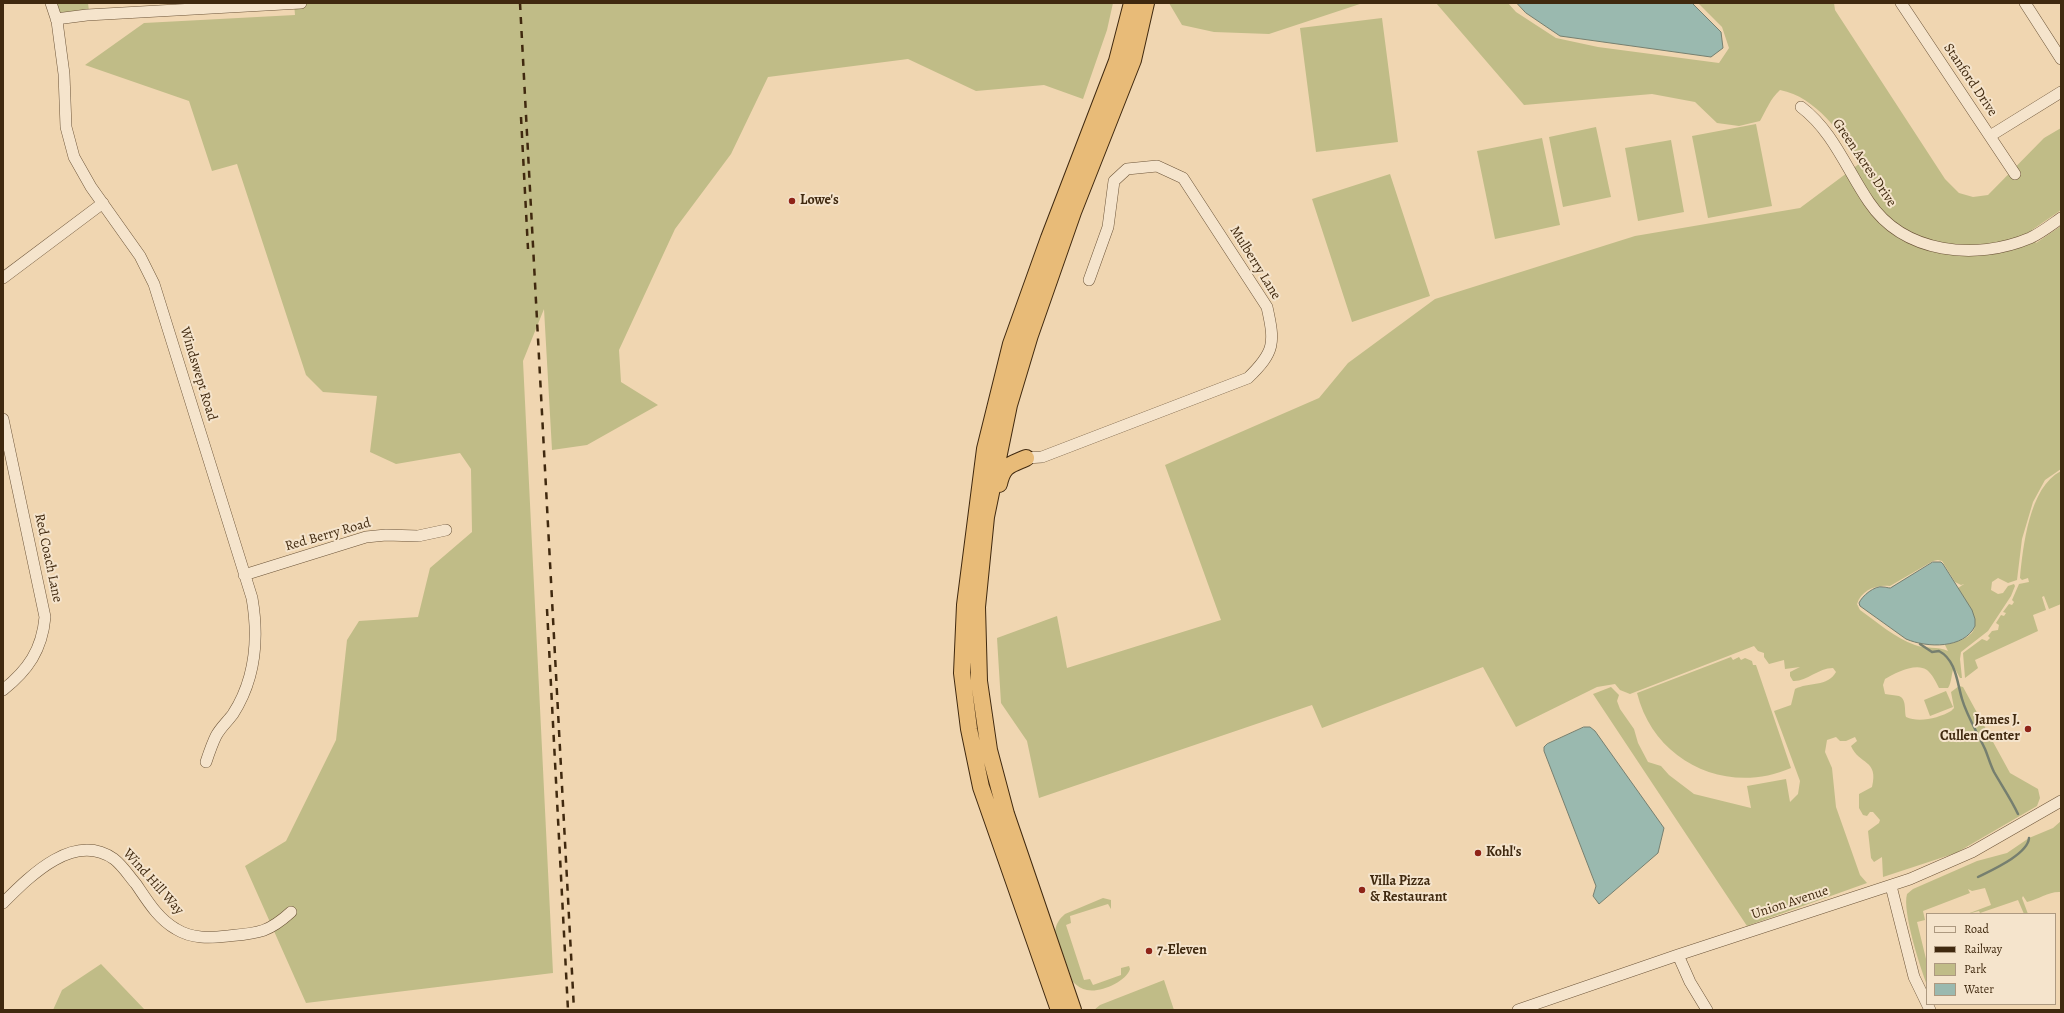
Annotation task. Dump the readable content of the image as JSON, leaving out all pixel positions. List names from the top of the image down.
{
  "streets": {
    "street": [
      "Stanford Drive",
      "Green Acres Drive",
      "Mulberry Lane",
      "Windswept Road",
      "Red Berry Road",
      "Red Coach Lane",
      "Wind Hill Way",
      "Union Avenue"
    ]
  },
  "crossings": [
    ["Windswept Road", "Red Berry Road"]
  ],
  "places": [
    "Lowe's",
    "James J. Cullen Center",
    "Kohl's",
    "Villa Pizza & Restaurant",
    "7-Eleven"
  ],
  "legend": [
    "Road",
    "Railway",
    "Park",
    "Water"
  ]
}
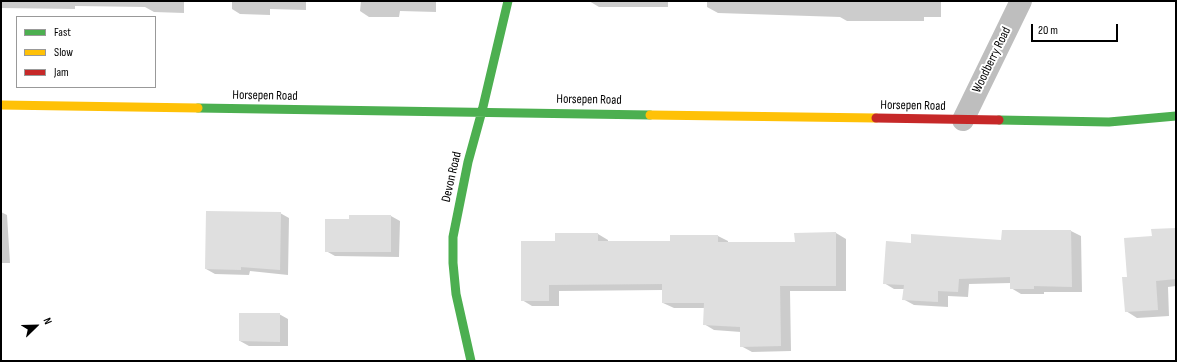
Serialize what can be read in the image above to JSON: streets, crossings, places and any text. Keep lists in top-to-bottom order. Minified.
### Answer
{"streets":{"street":["Woodberry Road","Horsepen Road","Devon Road"]},"crossings":[["Woodberry Road","Horsepen Road"],["Horsepen Road","Devon Road"]],"legend":["Fast","Slow","Jam"],"scale_bar":"20 m","north":"top right"}
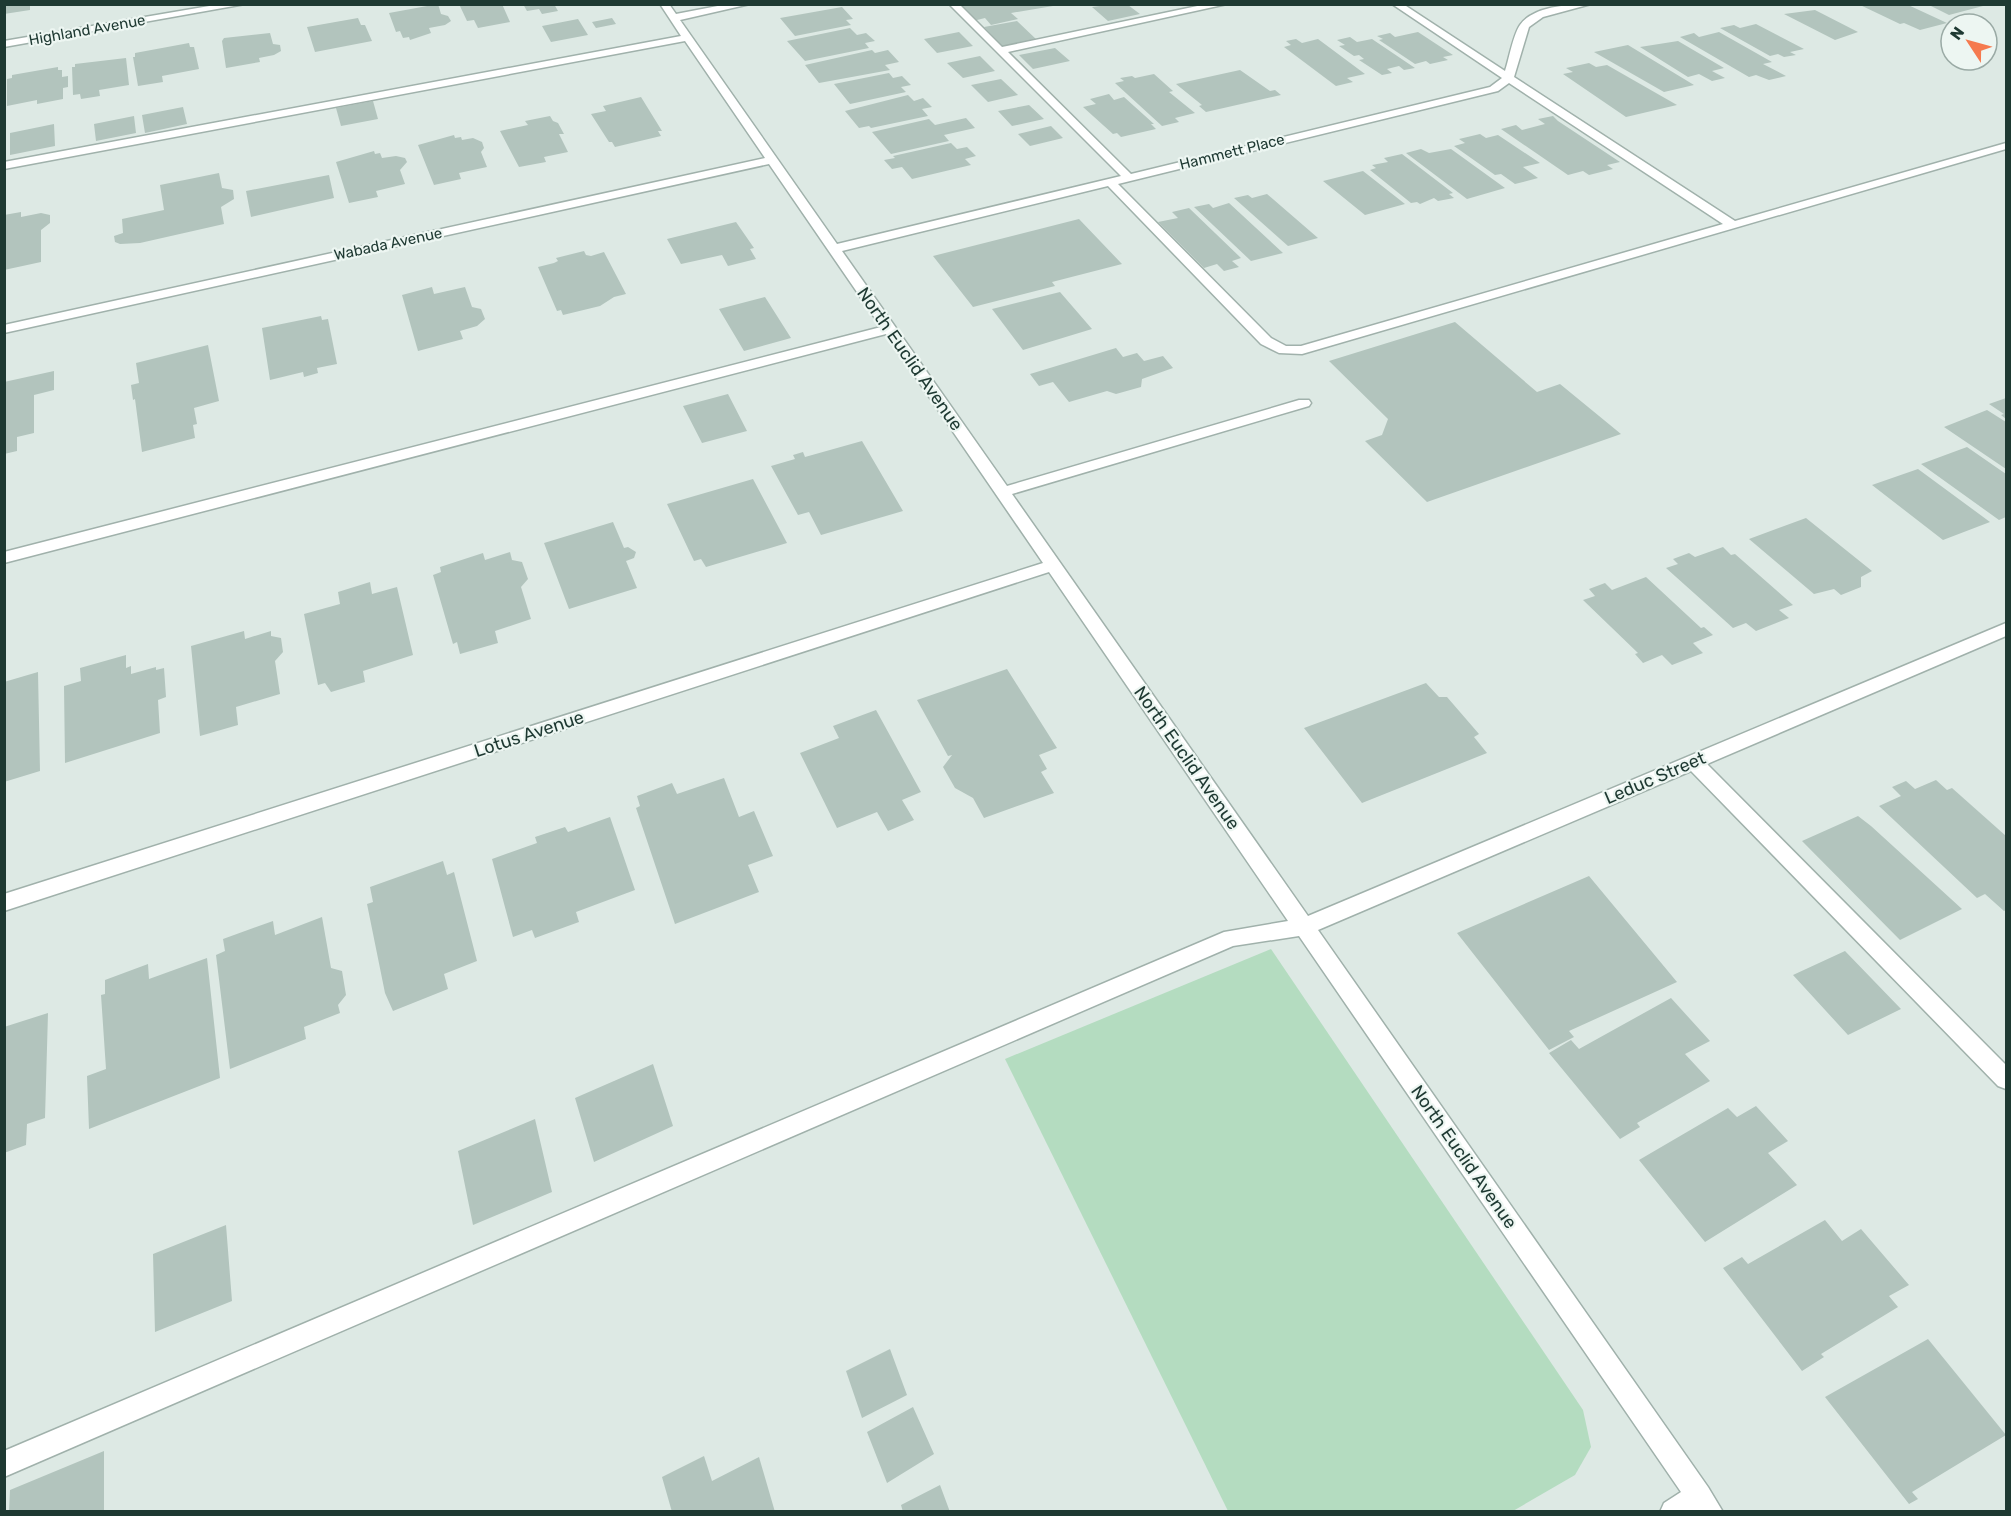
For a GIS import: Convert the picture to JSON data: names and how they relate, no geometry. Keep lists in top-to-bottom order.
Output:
{
  "streets": {
    "street": [
      "Highland Avenue",
      "Hammett Place",
      "Wabada Avenue",
      "North Euclid Avenue",
      "Lotus Avenue",
      "Leduc Street"
    ]
  },
  "crossings": [
    ["Hammett Place", "North Euclid Avenue"],
    ["Wabada Avenue", "North Euclid Avenue"],
    ["North Euclid Avenue", "Lotus Avenue"],
    ["North Euclid Avenue", "Leduc Street"]
  ],
  "north": "top left"
}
┄┄┄┄┄┄
■ **THE PROBLEM**
Using the entries above, return each line that includes the word "lists".

■ **ANSWER SECTION**
Serialize what can be read in the image above to JSON: streets, crossings, places and any text. Keep lists in top-to-bottom order. Minified.
For a GIS import: Convert the picture to JSON data: names and how they relate, no geometry. Keep lists in top-to-bottom order.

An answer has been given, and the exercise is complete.